If within 60 days following the date on which such notice is given, the parties
fail to resolve the dispute through such negotiations, then either party may
initiate an arbitration proceeding in accordance with this Section 13.
(b) Subject to Section 13(a), any Dispute shall be referred to and
finally resolved by arbitration administered by the American Arbitration
Association (the "AAA") in accordance with the Commercial Arbitration Rules of
the AAA and the provisions of this Section 13, before a single arbitrator to be
appointed by the mutual consent of Bank and the Employee. In the event that the
parties cannot agree on an arbitrator, the parties agree that the AAA shall
designate an arbitrator.
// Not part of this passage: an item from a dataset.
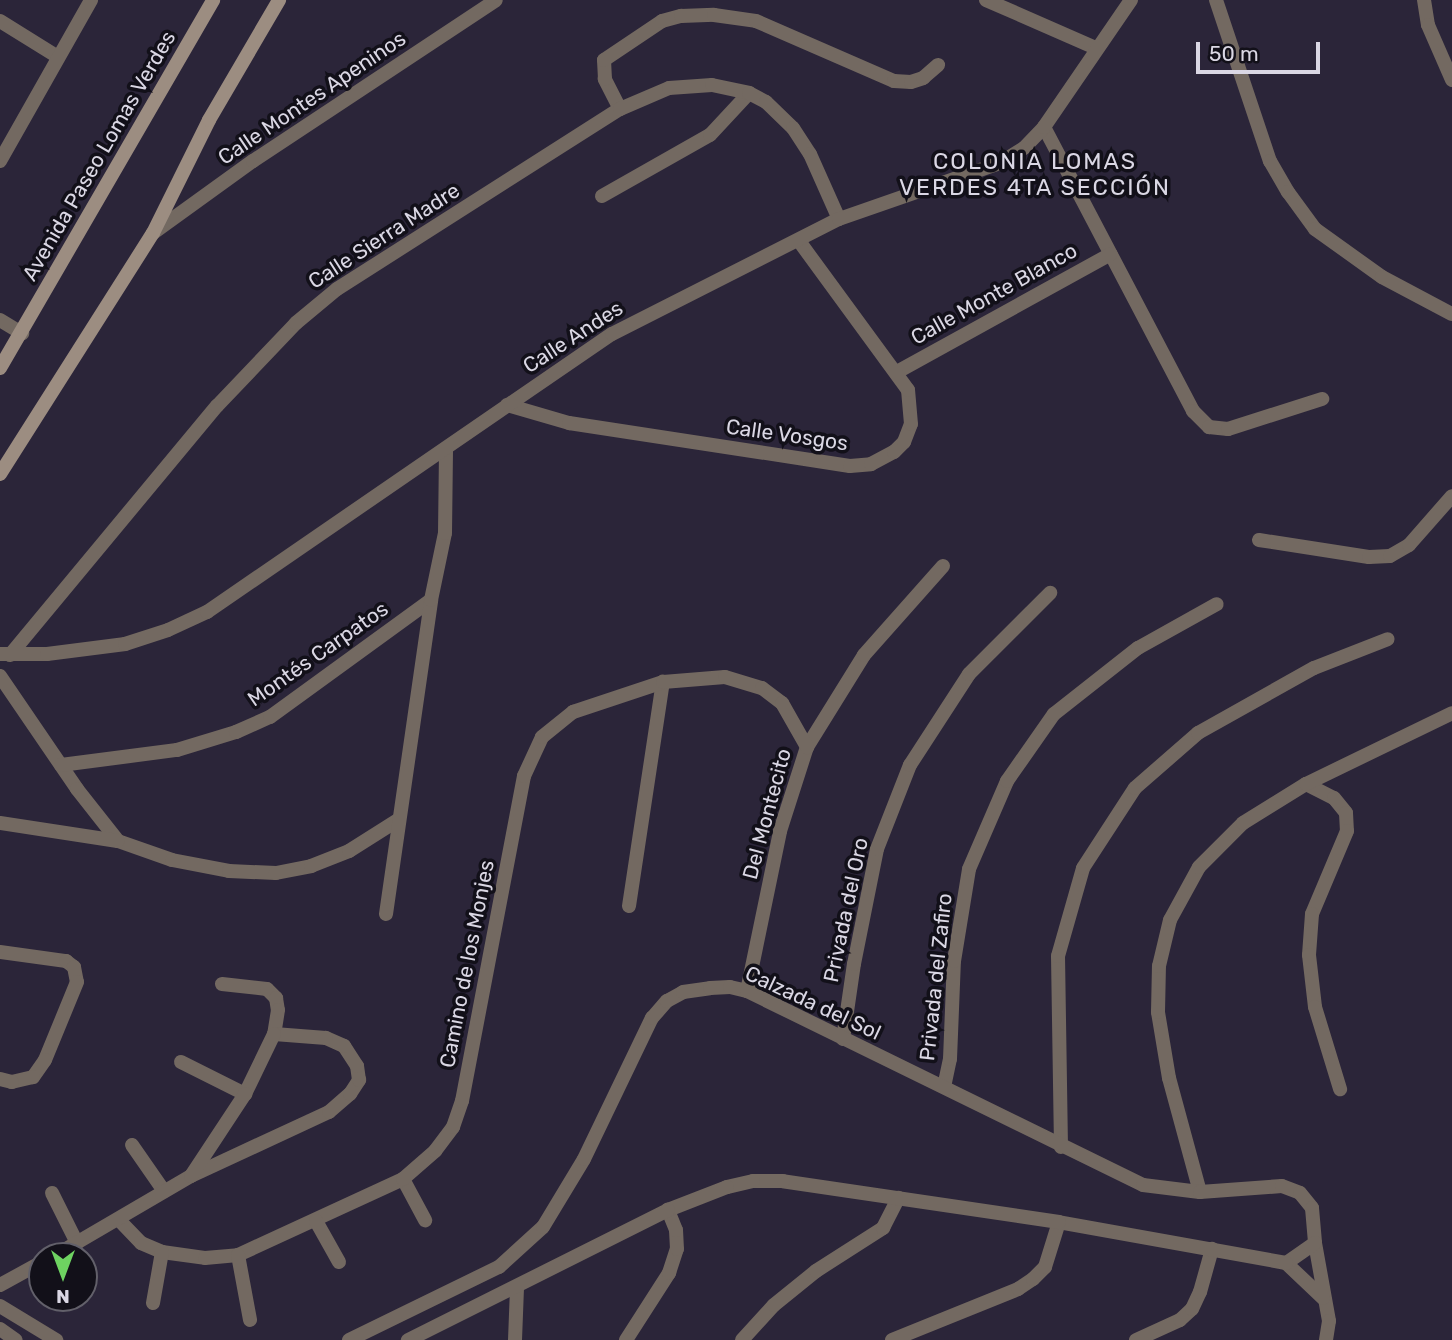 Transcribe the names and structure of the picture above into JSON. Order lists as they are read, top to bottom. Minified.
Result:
{"streets":{"main road":["Avenida Paseo Lomas Verdes"],"street":["Calle Montes Apeninos","Calle Sierra Madre","Calle Monte Blanco","Calle Andes","Calle Vosgos","Montés Carpatos","Del Montecito","Privada del Oro","Camino de los Monjes","Privada del Zafiro","Calzada del Sol"]},"crossings":[["Calle Sierra Madre","Calle Andes"],["Calle Monte Blanco","Calle Vosgos"],["Calle Andes","Calle Vosgos"],["Del Montecito","Camino de los Monjes"],["Del Montecito","Calzada del Sol"],["Privada del Oro","Calzada del Sol"],["Privada del Zafiro","Calzada del Sol"]],"districts":["COLONIA LOMAS VERDES 4TA SECCIÓN"],"scale_bar":"50 m","north":"bottom"}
The arbitration proceedings shall be held in a
Valdosta, Georgia.
(c) The arbitrator shall decide the Dispute in accordance with this
Agreement and the laws of the State of Georgia applicable to agreements made and
to be performed entirely within such State. The decision of the arbitrator
shall be in writing and presented in separate findings of fact and law. The
award of the arbitrator shall be final and binding on the parties from which no
appeal may be taken, and an order confirming the award or judgment upon the
award may be entered into in any court having jurisdiction there over.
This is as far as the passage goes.